* Requirement *
The data that follows should be copied out exactly.

* Material for this task *
====

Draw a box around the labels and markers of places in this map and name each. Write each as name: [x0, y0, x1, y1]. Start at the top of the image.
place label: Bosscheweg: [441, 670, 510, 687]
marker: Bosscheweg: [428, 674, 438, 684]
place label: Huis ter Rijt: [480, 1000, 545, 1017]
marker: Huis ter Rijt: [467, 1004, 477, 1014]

====

* Solution *
Draw a box around the labels and markers of places in this map and name each. Write each as name: [x0, y0, x1, y1]. Start at the top of the image.
place label: Bosscheweg: [441, 670, 510, 687]
marker: Bosscheweg: [428, 674, 438, 684]
place label: Huis ter Rijt: [480, 1000, 545, 1017]
marker: Huis ter Rijt: [467, 1004, 477, 1014]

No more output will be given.